◆ **Extracted information**
/---

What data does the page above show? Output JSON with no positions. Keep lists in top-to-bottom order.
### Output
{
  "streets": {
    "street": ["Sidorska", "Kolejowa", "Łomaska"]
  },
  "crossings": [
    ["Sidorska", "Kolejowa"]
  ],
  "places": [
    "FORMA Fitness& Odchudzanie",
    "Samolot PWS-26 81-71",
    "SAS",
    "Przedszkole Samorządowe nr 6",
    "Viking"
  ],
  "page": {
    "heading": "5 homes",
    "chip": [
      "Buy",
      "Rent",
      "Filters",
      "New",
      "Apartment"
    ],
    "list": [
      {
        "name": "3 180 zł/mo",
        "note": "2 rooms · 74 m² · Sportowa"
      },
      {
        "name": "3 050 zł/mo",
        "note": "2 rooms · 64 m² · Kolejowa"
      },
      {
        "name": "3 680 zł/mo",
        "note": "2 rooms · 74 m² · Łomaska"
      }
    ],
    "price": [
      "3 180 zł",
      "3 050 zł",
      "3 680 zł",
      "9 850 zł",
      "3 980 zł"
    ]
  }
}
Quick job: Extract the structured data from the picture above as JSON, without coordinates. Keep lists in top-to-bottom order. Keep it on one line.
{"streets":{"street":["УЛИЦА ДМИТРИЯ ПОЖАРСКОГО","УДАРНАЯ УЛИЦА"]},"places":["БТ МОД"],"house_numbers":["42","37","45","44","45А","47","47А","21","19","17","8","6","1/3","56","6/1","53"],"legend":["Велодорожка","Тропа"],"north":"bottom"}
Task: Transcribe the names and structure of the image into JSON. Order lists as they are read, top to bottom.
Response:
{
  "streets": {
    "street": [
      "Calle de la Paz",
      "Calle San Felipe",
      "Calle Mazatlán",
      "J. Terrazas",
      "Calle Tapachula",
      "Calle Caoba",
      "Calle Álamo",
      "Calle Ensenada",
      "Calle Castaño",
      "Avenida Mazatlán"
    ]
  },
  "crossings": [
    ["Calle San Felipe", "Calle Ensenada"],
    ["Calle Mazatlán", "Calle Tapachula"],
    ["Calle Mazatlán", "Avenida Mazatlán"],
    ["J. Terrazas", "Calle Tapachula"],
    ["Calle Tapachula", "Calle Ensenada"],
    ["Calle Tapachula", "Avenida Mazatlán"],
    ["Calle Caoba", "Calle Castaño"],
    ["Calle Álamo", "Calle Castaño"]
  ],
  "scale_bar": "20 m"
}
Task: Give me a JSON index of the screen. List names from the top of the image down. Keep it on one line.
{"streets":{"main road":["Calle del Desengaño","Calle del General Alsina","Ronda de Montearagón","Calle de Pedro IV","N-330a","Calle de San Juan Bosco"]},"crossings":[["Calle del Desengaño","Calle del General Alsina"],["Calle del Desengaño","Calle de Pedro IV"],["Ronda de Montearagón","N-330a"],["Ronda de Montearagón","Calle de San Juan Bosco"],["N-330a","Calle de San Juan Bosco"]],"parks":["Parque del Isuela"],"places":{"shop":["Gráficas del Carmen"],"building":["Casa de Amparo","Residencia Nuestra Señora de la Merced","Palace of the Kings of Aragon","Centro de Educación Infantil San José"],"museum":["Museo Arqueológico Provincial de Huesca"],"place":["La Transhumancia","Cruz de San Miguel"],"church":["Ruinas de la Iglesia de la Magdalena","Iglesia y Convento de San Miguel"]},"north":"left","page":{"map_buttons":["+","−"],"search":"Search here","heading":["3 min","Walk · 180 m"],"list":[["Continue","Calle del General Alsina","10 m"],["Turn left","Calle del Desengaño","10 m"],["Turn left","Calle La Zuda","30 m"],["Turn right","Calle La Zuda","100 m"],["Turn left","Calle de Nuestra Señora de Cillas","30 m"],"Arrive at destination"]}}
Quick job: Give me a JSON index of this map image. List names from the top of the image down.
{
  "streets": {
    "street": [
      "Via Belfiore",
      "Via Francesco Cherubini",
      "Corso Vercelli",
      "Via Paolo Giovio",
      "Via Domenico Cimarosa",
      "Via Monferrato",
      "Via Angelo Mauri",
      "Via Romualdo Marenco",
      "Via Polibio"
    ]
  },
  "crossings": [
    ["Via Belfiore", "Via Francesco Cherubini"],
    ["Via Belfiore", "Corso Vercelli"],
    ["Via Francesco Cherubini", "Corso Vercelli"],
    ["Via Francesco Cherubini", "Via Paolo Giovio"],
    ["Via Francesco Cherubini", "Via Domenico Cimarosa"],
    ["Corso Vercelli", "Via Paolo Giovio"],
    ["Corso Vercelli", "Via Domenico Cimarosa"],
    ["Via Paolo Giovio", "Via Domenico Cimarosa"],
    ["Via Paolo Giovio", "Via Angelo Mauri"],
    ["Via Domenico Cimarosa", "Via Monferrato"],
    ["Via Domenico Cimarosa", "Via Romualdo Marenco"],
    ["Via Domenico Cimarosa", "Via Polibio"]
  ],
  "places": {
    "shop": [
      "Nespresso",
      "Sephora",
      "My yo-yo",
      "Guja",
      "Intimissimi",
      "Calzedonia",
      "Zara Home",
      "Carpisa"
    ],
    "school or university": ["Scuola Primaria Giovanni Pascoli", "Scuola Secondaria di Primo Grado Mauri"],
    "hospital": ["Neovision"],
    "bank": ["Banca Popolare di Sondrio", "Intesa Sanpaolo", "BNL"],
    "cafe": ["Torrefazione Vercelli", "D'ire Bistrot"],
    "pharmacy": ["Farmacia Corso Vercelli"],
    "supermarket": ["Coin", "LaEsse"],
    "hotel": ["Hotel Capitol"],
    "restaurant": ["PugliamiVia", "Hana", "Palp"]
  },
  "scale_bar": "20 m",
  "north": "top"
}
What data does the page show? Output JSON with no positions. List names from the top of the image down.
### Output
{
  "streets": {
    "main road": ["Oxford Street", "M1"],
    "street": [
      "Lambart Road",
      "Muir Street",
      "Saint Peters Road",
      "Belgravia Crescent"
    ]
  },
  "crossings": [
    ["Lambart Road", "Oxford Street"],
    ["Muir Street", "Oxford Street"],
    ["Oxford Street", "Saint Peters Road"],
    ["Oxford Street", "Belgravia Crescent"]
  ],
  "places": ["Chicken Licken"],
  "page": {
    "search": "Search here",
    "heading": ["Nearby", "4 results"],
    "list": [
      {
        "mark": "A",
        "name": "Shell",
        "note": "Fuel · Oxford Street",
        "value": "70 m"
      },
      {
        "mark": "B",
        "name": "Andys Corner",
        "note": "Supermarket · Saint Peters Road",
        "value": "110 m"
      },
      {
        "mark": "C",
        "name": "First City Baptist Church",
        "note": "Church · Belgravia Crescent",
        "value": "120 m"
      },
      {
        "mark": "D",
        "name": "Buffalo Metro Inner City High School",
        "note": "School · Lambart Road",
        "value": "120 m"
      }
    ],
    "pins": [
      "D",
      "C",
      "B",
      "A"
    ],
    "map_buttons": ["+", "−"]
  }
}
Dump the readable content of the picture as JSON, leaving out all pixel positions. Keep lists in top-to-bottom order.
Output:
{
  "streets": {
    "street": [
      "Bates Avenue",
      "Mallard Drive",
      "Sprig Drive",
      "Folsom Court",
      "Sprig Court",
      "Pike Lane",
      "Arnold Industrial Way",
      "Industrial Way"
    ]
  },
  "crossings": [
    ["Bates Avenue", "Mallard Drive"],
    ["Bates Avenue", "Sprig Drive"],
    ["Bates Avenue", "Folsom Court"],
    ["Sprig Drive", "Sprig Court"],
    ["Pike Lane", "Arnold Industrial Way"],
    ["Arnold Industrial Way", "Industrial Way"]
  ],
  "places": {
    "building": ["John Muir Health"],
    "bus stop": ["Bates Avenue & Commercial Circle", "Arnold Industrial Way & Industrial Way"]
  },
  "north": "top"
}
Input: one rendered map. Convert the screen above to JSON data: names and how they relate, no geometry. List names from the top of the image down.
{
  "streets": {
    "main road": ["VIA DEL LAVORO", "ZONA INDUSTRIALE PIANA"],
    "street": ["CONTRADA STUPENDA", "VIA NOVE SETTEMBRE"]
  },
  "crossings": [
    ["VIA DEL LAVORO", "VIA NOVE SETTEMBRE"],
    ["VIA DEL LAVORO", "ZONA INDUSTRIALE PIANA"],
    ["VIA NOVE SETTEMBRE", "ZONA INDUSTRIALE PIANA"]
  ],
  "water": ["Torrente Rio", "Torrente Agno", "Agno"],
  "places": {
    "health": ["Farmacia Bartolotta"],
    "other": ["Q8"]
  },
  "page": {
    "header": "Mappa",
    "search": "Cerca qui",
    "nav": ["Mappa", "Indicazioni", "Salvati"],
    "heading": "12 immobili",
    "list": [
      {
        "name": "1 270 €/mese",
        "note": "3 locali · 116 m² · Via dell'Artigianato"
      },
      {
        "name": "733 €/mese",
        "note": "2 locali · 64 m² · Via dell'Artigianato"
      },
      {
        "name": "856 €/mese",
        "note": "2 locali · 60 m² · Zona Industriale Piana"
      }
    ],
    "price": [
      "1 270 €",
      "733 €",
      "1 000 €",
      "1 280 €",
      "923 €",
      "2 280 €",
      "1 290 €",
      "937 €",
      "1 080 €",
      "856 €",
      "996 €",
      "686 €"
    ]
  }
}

\---

Looking at each line of the records, count the ones where the word "Avenida" appears, and report only the count.

3